GPs are used to a constant stream of either criticism or outright attack. In fact, we are so used to being at the receiving end of this ongoing disapproval that sometimes we don't take it in. Certainly after the last GP contract came into force, we were at the receiving end of a fairly sustained media campaign that centred around being overpaid.

According to the BMA chair, GPs are still under "a drip feed of media attacks", as reported by the univadis GP News service (click here). On the clinical front, there seems to be an ongoing stream of messages that GPs could do better in almost every activity we do.

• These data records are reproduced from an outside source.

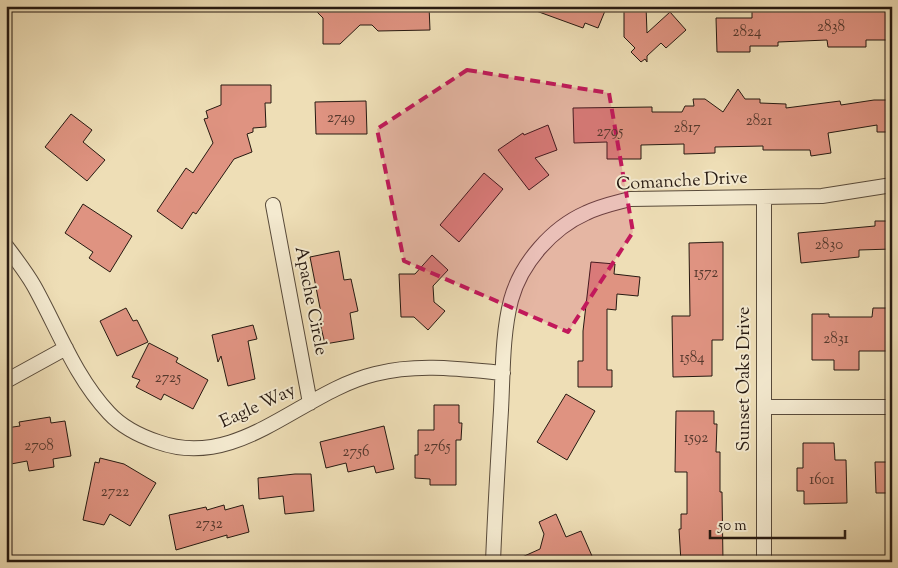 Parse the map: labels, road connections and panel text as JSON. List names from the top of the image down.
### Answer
{
  "streets": {
    "street": [
      "Comanche Drive",
      "Apache Circle",
      "Sunset Oaks Drive",
      "Eagle Way"
    ]
  },
  "crossings": [
    ["Comanche Drive", "Sunset Oaks Drive"],
    ["Comanche Drive", "Eagle Way"],
    ["Apache Circle", "Eagle Way"]
  ],
  "house_numbers": [
    "2838",
    "2824",
    "2749",
    "2821",
    "2817",
    "2795",
    "2830",
    "1572",
    "2831",
    "1584",
    "2725",
    "1592",
    "2708",
    "2765",
    "2756",
    "1601",
    "2722",
    "2732"
  ],
  "scale_bar": "50 m"
} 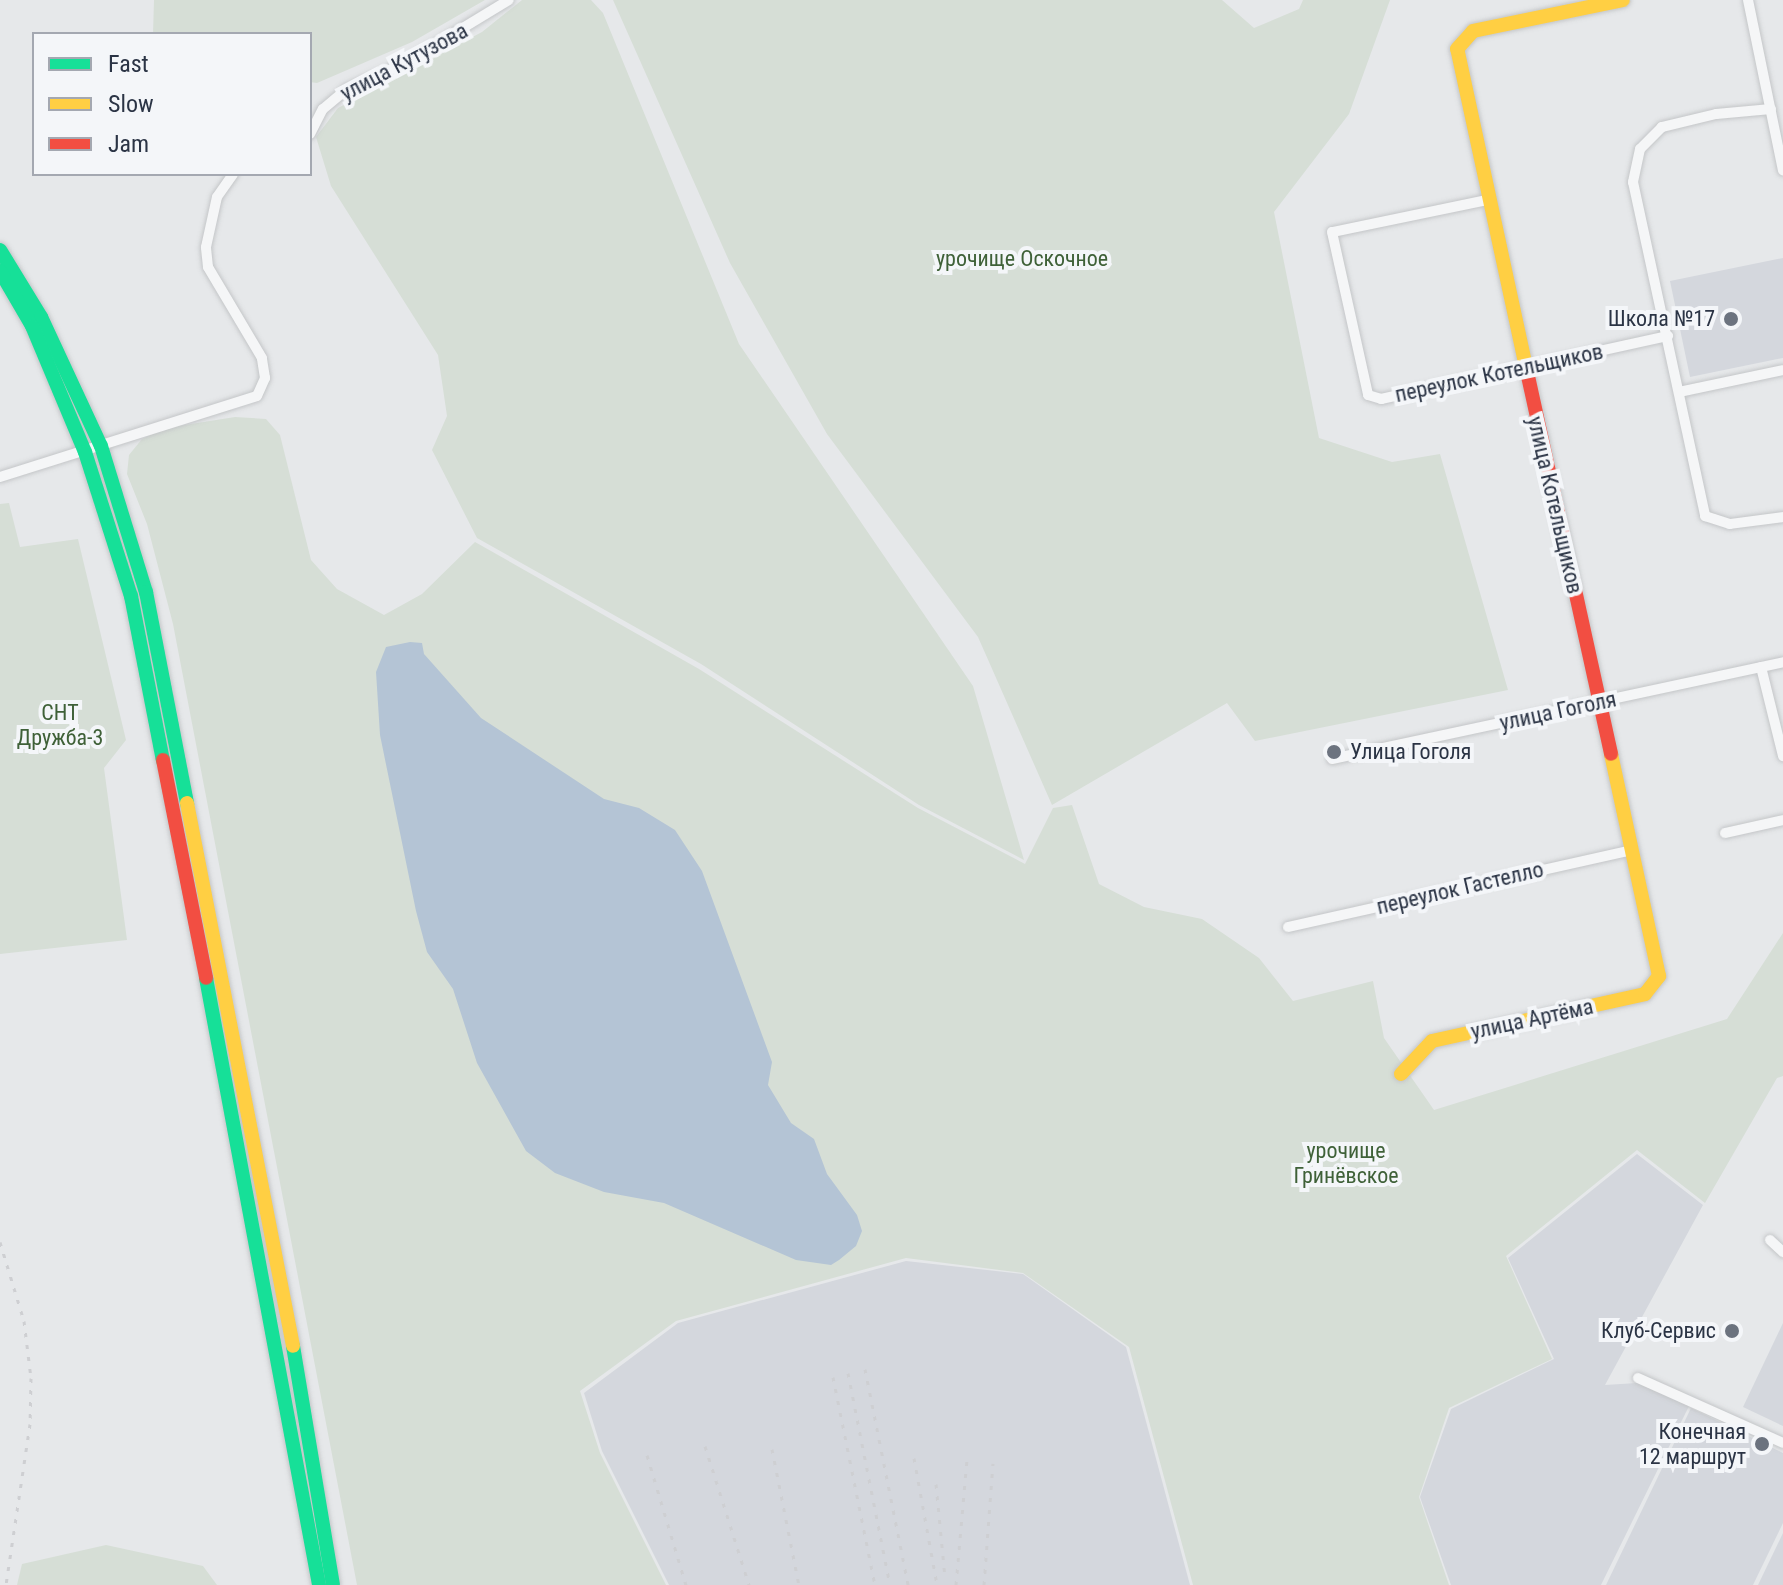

Of course we should always be aiming to up our game and improve our output, but incessant criticism means that we develop a thick skin and potentially become less reactive to change. How often do you see articles stating that GPs are doing a good job, compared with ones saying we do a bad job? My gut feeling is that the number of the latter is far greater than that of the former. Part of the reason may stem from the description of a GP I remember being given when I was a medical student - that of a "jack of all trades, master of none". That modern source of human knowledge, Wikipedia (click here), defines this phrase as "a figure of speech used in reference to a person that is competent with many skills but is not necessarily outstanding in any particular one." I would argue that is an unfair assessment of a GP.

Interestingly, two recent articles published in the univadis GP News service fit with my argument. One article indicated that there is room to improve GPs' prescribing (click here). The other was headlined "GPs struggle with dementia diagnoses" (click here).

Sure, we can strive to be better, but as GPs are by definition generalists, we will never excel at every aspect of the huge and diverse number of clinical and managerial tasks that we have to face every day. Yet that seems to make us an easy target for criticism, particularly with medical complexity increasing at an enormous rate.

We need more facilities, easier access to specialist services and imaging and more time to spend with patients. But even these luxuries will still not allow us to excel at absolutely everything. It will help to improve the service that we offer to our patients, but I fear that may not stop the criticism that seems to be part and parcel of the job.